►
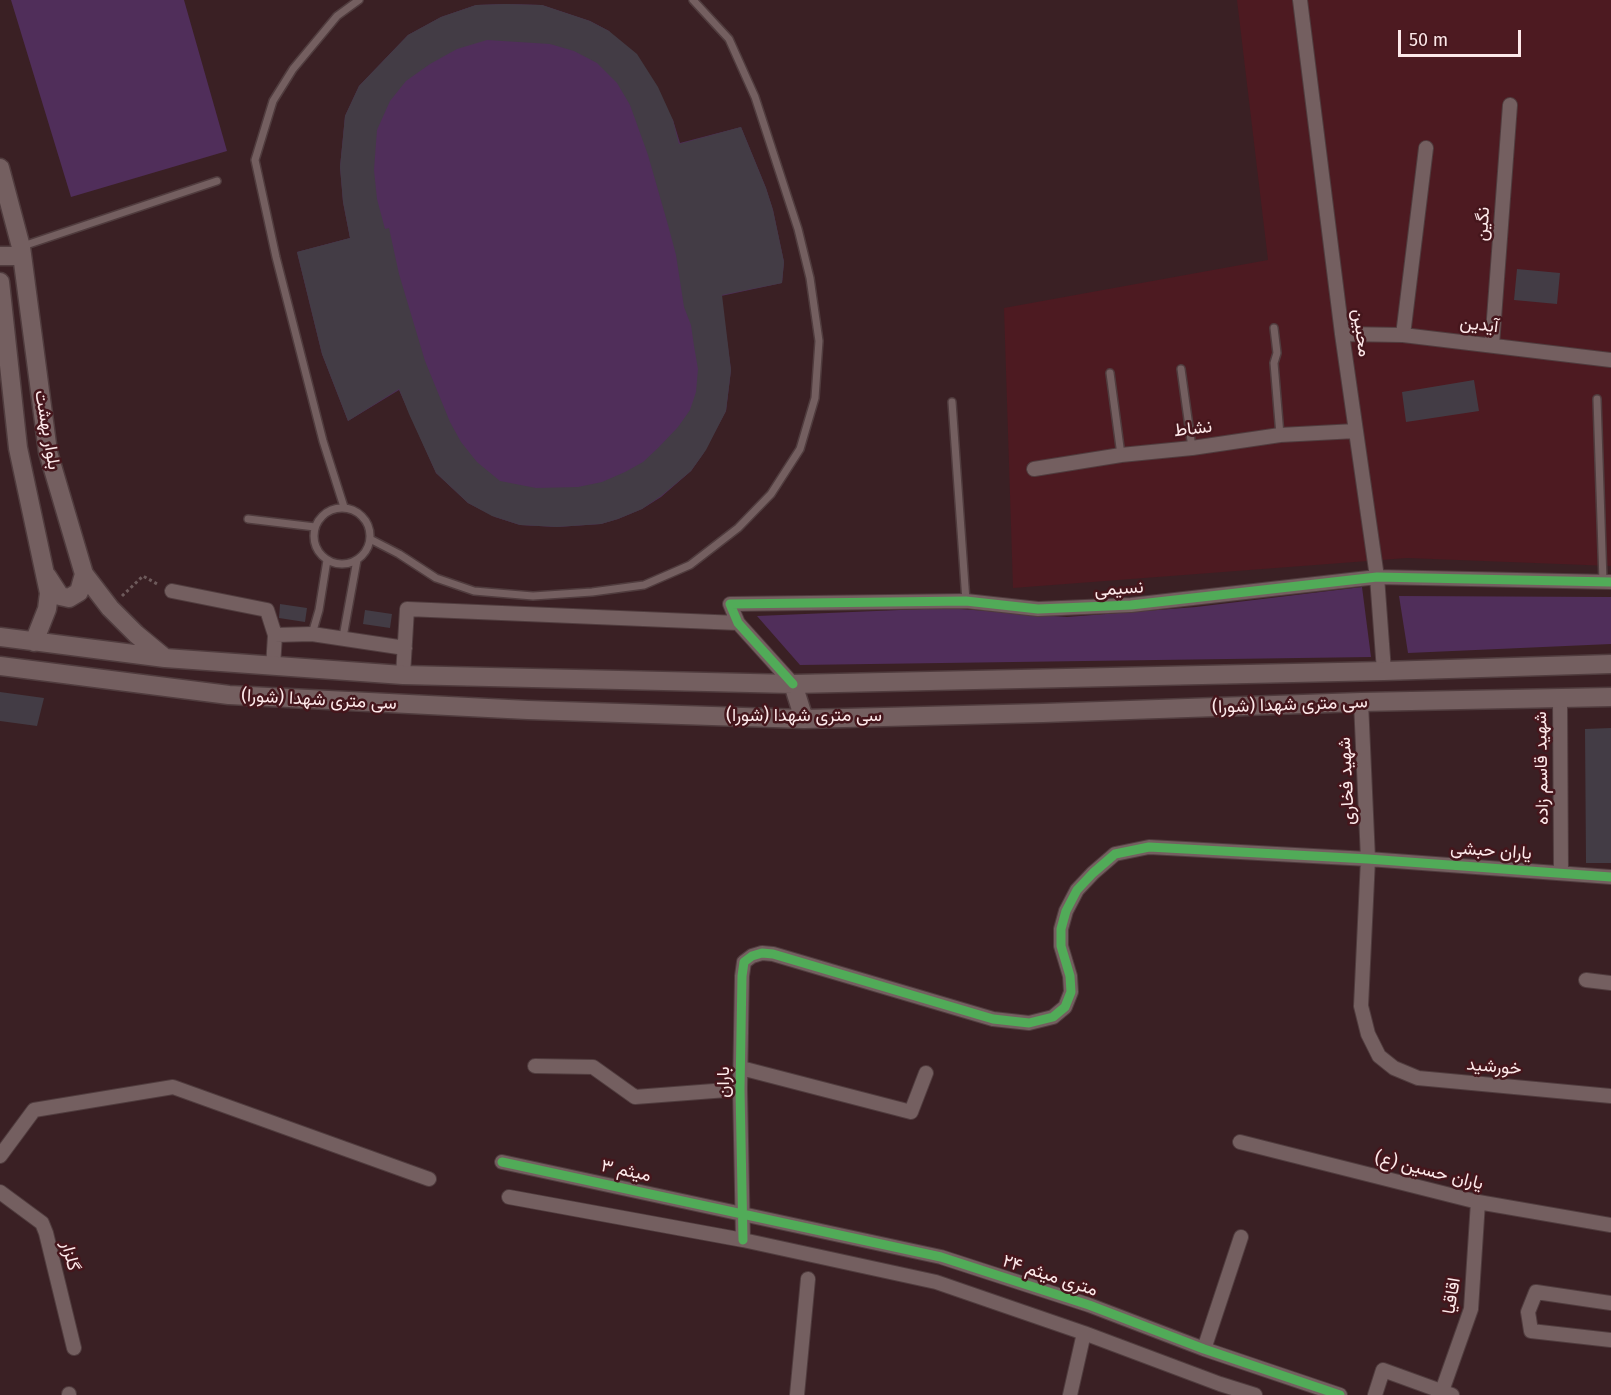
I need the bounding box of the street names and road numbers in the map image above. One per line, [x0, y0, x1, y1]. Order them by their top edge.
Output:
street label: نگین [1471, 206, 1495, 242]
street label: محبین [1347, 308, 1375, 358]
street label: آیدین [1459, 312, 1499, 338]
street label: بلوار بهشت [29, 389, 65, 471]
street label: نشاط [1173, 416, 1213, 442]
street label: نسیمی [1094, 577, 1144, 601]
street label: سی متری شهدا (شورا) [241, 685, 397, 715]
street label: سی متری شهدا (شورا) [1212, 691, 1368, 719]
street label: سی متری شهدا (شورا) [726, 705, 882, 727]
street label: شهید قاسم زاده [1530, 711, 1554, 825]
street label: شهید فخاری [1334, 736, 1360, 826]
street label: یاران حبشی [1450, 837, 1532, 865]
street label: خورشید [1466, 1054, 1522, 1080]
street label: باران [713, 1066, 735, 1098]
street label: یاران حسین (ع) [1372, 1147, 1486, 1195]
street label: میثم ۳ [599, 1155, 653, 1187]
street label: گلزار [56, 1239, 84, 1273]
street label: ۲۴ متری میثم [1000, 1250, 1100, 1302]
street label: اقاقیا [1438, 1276, 1466, 1316]

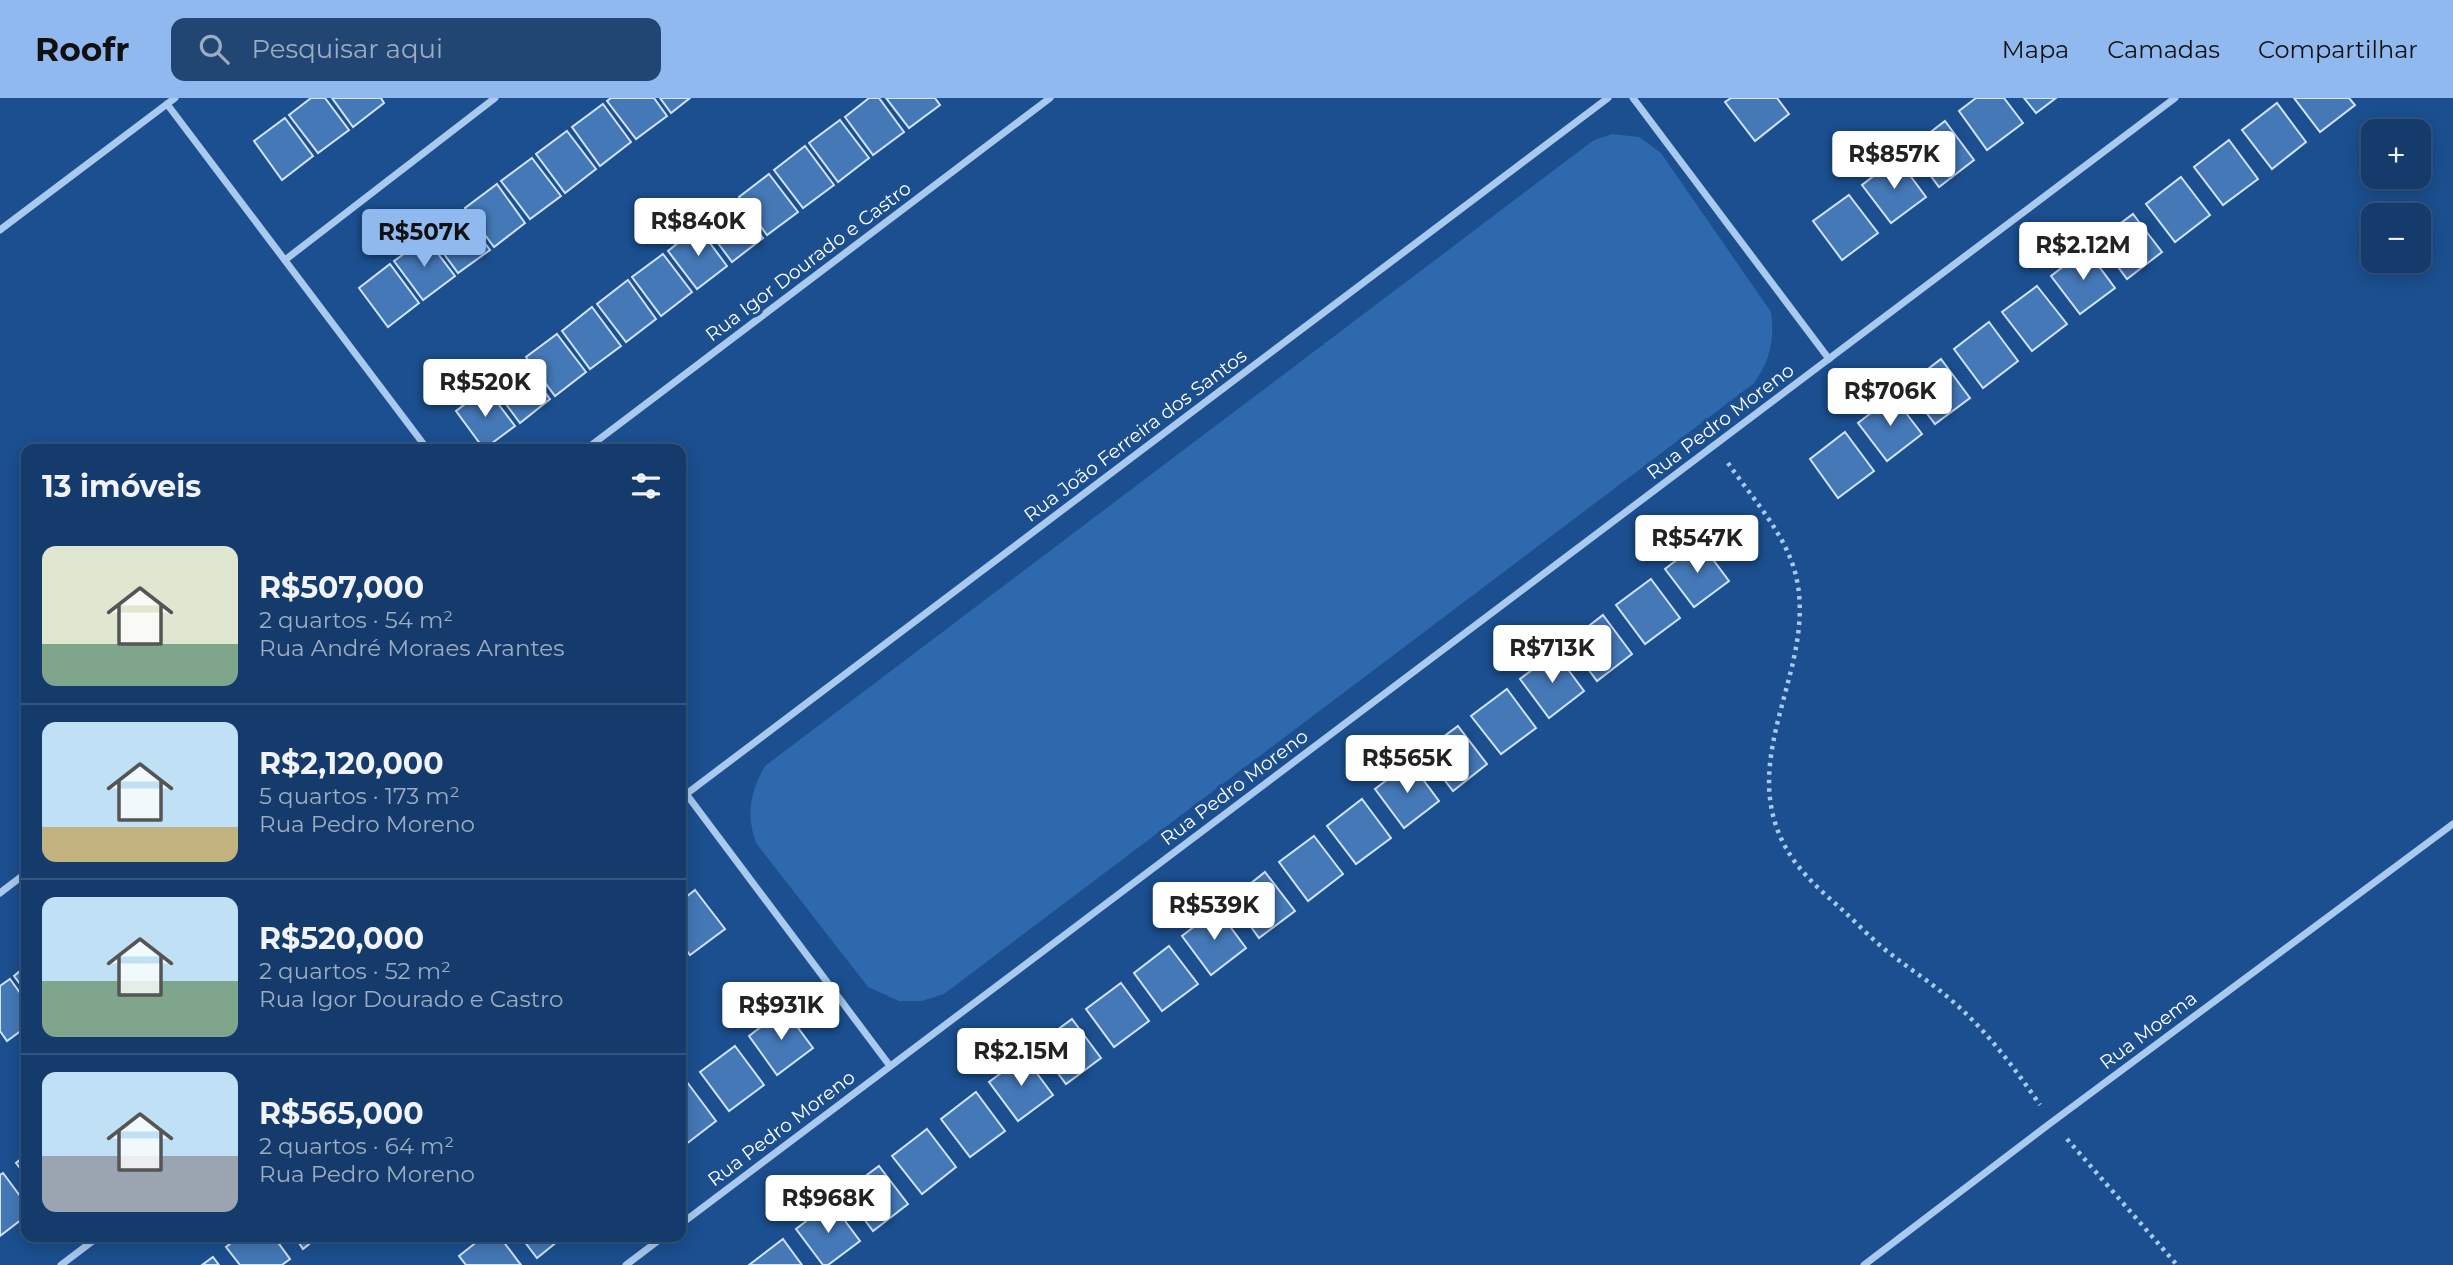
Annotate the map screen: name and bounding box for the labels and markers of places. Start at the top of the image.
pin: R$857K [1837,132,1951,191]
pin: R$840K [641,198,755,258]
pin: R$507K [367,209,481,269]
pin: R$2.12M [2018,222,2148,282]
pin: R$520K [428,360,542,419]
pin: R$706K [1833,368,1947,428]
pin: R$547K [1640,516,1754,575]
pin: R$713K [1495,626,1609,685]
pin: R$565K [1350,736,1464,795]
pin: R$539K [1157,882,1271,942]
pin: R$931K [724,982,838,1042]
pin: R$2.15M [956,1028,1086,1088]
pin: R$968K [771,1176,885,1235]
◄
*ABOUT THIS EXERCISE*
The whole listing should be retyped word for word; none of its pictures belong in the copy.

*WORKED SOLUTION*
I need the bounding box of the street names and road numbers in the map image above. One per line, [x0, y0, x1, y1]. Order them by their top edge.
Output:
street label: نگین [1471, 206, 1495, 242]
street label: محبین [1347, 308, 1375, 358]
street label: آیدین [1459, 312, 1499, 338]
street label: بلوار بهشت [29, 389, 65, 471]
street label: نشاط [1173, 416, 1213, 442]
street label: نسیمی [1094, 577, 1144, 601]
street label: سی متری شهدا (شورا) [241, 685, 397, 715]
street label: سی متری شهدا (شورا) [1212, 691, 1368, 719]
street label: سی متری شهدا (شورا) [726, 705, 882, 727]
street label: شهید قاسم زاده [1530, 711, 1554, 825]
street label: شهید فخاری [1334, 736, 1360, 826]
street label: یاران حبشی [1450, 837, 1532, 865]
street label: خورشید [1466, 1054, 1522, 1080]
street label: باران [713, 1066, 735, 1098]
street label: یاران حسین (ع) [1372, 1147, 1486, 1195]
street label: میثم ۳ [599, 1155, 653, 1187]
street label: گلزار [56, 1239, 84, 1273]
street label: ۲۴ متری میثم [1000, 1250, 1100, 1302]
street label: اقاقیا [1438, 1276, 1466, 1316]

Annotate the map screen: name and bounding box for the labels and markers of places. Start at the top of the image.
pin: R$857K [1837,132,1951,191]
pin: R$840K [641,198,755,258]
pin: R$507K [367,209,481,269]
pin: R$2.12M [2018,222,2148,282]
pin: R$520K [428,360,542,419]
pin: R$706K [1833,368,1947,428]
pin: R$547K [1640,516,1754,575]
pin: R$713K [1495,626,1609,685]
pin: R$565K [1350,736,1464,795]
pin: R$539K [1157,882,1271,942]
pin: R$931K [724,982,838,1042]
pin: R$2.15M [956,1028,1086,1088]
pin: R$968K [771,1176,885,1235]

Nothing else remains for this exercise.